I’ve shared my thoughts on how I view success in projects a lot. It’s something that I’m passionate about. I’ve talked about the need to deliver outcomes, not outputs. I’ve talked about a successful project is one that delivers on the vision, not on the tasks.


But one thing I haven’t shared is the importance of AND.


This isn’t a post where I throw away everything I’ve talked about and suddenly change my mind about what success is. Success is all the things that I’ve said. Success is delivering the visions, delivering the outcomes… AND doing it the right way.


The catalytic converter

In your car’s exhaust system, there is a device called a catalytic converter. This device is amazing. This device transforms toxic pollutants like carbon monoxide, hydrocarbons, and nitrogen oxides into less harmful substances like carbon dioxide, water vapor, and nitrogen gas. Still not a mix you’d like to breathe in purposefully - but it is better.


It uses a chemical process called catalysis, where a substance speeds up a chemical reaction without being consumed itself.


In order to convert the toxic pollutants, a chemical process needs to take place. That chemical process uses some chemicals in the process. In this case, precious metals like platinum, palladium, and rhodium. But during the process, those precious metals are used but not consumed. Which means they can continue to be used. And continue to be used. And continue to be used.


This is the AND you need to perfect to run a successful project.
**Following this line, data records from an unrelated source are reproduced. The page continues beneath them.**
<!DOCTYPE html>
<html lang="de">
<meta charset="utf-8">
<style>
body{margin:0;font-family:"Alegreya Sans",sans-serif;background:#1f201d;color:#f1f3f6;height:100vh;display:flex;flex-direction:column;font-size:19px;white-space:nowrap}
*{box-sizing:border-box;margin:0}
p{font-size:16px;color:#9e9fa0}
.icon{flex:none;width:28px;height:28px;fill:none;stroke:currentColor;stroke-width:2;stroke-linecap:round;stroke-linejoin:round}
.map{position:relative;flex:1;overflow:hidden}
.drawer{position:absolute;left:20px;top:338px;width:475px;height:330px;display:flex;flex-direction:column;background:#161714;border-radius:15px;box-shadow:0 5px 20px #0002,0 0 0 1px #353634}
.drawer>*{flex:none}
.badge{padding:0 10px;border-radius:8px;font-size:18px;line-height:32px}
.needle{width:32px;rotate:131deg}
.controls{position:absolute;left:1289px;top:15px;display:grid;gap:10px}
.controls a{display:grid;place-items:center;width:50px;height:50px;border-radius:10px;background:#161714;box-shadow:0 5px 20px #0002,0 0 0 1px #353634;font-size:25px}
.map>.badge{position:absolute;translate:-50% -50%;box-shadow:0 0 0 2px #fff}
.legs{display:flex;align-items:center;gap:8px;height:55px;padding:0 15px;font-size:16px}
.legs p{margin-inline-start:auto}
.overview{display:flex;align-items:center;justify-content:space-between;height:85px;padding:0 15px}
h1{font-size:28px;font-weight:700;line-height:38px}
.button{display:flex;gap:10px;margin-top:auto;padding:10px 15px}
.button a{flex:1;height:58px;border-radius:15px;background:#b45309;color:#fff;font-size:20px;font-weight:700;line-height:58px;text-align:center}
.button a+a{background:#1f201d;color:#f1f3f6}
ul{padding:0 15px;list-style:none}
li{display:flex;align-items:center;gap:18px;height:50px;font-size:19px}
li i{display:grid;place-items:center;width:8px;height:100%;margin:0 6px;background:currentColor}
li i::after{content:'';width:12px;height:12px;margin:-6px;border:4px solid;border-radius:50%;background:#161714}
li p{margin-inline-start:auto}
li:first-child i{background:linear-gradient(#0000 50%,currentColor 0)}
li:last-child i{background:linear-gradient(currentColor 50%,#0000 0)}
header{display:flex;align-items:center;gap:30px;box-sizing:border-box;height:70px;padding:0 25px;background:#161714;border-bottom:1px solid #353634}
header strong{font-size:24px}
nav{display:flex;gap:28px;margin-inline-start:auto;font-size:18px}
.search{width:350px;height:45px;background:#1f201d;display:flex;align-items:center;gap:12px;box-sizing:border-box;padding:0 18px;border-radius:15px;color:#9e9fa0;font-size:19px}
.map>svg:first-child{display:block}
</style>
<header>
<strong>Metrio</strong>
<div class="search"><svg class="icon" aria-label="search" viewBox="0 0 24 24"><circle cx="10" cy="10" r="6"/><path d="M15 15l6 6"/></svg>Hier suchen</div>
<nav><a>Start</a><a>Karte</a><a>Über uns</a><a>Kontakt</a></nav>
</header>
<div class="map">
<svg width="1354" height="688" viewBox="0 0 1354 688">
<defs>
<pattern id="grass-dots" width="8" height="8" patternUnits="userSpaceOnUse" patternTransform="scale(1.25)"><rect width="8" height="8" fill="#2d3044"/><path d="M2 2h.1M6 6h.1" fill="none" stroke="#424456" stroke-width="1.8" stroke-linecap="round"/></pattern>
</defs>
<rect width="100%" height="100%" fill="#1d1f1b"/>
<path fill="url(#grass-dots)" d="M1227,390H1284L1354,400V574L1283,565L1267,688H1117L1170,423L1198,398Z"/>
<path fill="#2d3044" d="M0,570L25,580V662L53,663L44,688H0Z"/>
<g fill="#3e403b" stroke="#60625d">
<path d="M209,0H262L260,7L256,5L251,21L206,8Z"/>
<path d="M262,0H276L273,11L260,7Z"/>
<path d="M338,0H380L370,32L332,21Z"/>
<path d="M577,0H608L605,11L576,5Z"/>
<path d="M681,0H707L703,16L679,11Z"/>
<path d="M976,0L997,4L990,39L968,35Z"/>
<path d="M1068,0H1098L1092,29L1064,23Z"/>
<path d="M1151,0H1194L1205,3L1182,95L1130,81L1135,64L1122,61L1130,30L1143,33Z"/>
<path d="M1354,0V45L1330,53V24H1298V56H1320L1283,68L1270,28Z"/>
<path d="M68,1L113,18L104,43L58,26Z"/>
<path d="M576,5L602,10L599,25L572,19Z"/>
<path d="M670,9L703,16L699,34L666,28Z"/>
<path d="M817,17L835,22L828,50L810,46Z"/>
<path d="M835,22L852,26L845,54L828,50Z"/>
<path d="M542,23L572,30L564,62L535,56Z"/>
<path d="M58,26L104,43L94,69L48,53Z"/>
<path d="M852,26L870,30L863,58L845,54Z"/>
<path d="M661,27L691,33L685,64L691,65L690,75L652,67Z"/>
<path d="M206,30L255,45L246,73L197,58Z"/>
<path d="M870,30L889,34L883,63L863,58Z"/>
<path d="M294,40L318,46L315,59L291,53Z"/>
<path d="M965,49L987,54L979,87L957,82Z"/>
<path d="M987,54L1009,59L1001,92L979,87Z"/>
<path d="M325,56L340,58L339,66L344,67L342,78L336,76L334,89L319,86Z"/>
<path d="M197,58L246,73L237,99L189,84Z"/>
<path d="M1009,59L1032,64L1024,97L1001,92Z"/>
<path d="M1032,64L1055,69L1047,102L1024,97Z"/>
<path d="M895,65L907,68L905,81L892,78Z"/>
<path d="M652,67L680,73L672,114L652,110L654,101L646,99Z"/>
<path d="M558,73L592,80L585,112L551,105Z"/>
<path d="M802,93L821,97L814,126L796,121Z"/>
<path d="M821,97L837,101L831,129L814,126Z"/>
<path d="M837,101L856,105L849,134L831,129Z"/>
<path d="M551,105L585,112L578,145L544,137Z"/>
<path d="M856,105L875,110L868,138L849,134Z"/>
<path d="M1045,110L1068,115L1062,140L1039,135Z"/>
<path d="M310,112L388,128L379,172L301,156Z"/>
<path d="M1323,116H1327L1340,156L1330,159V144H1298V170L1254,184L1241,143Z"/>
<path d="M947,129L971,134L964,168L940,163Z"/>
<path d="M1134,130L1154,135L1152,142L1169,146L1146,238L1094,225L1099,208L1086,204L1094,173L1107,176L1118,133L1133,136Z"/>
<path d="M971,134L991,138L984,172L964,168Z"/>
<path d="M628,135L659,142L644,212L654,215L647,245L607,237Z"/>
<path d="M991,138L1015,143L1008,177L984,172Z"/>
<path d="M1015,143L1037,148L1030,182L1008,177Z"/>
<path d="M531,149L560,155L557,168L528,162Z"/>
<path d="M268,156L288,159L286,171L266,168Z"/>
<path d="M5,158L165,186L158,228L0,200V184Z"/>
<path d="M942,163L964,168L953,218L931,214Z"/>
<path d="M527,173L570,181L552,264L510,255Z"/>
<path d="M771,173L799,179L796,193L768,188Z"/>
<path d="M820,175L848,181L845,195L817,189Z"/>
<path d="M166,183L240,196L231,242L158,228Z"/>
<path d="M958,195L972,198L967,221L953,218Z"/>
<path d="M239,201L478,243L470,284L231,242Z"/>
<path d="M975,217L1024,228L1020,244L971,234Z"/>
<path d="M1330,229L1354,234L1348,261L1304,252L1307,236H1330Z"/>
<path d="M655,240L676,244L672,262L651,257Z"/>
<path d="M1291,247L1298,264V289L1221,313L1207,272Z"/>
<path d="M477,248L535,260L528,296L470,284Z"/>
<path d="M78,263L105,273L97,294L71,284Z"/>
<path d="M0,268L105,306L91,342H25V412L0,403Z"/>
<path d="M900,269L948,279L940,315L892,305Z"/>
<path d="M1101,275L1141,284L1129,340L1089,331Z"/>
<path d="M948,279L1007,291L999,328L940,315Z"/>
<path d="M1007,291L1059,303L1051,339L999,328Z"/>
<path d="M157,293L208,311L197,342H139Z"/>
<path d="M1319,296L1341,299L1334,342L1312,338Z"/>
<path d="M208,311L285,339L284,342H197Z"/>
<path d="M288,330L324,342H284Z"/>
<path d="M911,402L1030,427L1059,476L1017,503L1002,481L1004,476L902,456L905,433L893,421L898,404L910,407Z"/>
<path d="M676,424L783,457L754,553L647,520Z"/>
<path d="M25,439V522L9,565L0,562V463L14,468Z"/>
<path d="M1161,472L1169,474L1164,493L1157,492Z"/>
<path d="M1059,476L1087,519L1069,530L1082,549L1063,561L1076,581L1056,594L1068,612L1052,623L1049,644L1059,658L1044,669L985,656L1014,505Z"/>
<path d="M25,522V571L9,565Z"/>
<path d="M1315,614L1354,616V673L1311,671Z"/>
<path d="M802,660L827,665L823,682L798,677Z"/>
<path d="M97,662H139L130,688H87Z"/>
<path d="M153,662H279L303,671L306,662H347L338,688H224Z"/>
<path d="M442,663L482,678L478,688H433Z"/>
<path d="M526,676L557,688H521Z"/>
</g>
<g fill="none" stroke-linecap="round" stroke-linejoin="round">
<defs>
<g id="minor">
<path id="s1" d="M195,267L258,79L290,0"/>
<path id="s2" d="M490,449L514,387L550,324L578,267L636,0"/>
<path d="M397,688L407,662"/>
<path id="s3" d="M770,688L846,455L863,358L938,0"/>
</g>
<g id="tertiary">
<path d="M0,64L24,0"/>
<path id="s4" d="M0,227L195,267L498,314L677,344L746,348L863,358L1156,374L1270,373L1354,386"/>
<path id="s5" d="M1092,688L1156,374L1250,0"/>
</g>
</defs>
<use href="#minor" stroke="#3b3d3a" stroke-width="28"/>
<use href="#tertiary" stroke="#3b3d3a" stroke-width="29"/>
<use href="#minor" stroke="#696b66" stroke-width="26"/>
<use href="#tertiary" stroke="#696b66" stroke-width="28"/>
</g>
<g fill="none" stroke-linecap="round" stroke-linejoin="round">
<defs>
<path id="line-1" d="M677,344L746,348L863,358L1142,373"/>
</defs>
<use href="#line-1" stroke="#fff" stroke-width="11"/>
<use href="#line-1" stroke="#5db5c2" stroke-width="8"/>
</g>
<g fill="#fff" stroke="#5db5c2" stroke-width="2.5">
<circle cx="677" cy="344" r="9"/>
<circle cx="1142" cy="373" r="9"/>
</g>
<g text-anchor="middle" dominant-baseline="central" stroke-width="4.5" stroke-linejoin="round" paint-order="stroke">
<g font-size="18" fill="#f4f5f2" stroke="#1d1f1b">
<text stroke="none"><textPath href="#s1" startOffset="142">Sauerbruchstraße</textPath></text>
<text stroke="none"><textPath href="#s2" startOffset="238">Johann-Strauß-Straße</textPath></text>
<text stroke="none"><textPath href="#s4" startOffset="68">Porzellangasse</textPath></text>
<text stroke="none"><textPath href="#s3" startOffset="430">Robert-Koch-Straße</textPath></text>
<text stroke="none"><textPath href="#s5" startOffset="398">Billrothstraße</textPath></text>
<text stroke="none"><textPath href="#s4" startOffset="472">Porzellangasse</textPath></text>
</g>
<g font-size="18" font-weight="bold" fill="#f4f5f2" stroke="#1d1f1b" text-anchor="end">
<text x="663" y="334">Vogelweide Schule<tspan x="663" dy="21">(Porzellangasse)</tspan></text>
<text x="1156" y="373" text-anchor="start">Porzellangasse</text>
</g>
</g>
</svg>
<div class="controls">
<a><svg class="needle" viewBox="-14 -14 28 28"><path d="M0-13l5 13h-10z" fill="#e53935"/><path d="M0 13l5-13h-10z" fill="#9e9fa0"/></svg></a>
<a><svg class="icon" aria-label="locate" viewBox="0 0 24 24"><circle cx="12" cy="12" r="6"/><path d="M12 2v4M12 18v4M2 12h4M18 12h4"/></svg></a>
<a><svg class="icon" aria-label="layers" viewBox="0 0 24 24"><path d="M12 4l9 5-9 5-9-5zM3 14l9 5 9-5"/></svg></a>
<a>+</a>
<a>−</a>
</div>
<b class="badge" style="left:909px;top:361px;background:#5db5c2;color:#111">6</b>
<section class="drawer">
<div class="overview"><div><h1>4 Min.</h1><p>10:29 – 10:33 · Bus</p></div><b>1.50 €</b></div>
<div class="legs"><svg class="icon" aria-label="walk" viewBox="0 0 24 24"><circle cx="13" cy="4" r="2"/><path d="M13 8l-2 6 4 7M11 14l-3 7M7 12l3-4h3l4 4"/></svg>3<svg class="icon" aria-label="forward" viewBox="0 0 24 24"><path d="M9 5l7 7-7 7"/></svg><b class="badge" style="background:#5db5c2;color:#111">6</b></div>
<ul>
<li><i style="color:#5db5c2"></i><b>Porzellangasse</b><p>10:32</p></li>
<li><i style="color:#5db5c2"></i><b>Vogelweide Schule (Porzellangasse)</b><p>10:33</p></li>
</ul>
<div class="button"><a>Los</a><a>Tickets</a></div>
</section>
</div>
In a project, people are your catalysis

Your project is a temporary endeavour. You are borrowing people from around the organisation to play a part in your project. When your project finishes, those people are intended to be used in other roles in the company.


You are expected to use people to deliver your project, but not to “use up” those people.

How you get your project done matters. If you deliver your outcomes, but all the people are “spent”, that is not success. If you master the vision, but half the team resign and the other half are burnt out, that is not success.


How you deliver matters.


In fact, it matters so much, you should be measuring this along with all the other things you’re measuring on your project. You’re probably measuring task progress. You should be measuring outcome progress (although few know how to do this). You should also be measuring the energy, commitment and enjoyment of the people on the project. This should stand proud, front and center in your status reports, in your governance packs. Because this matters.


I almost never see a people metric in a governance pack. That is a fail.


In the best projects, you’re a catalytic converter plus

In the most successful projects you should go even further and be a catalytic converter plus. During the project, you should be adding to the people that are working on the project. You should be adding skills, adding experiences, adding knowledge. In the ideal project, you deliver the vision, you deliver the outcomes and you return back to the organisation a cohort of people that are even more capable than when they joined the project. That’s true success.


Time to put the people metric into your project reporting?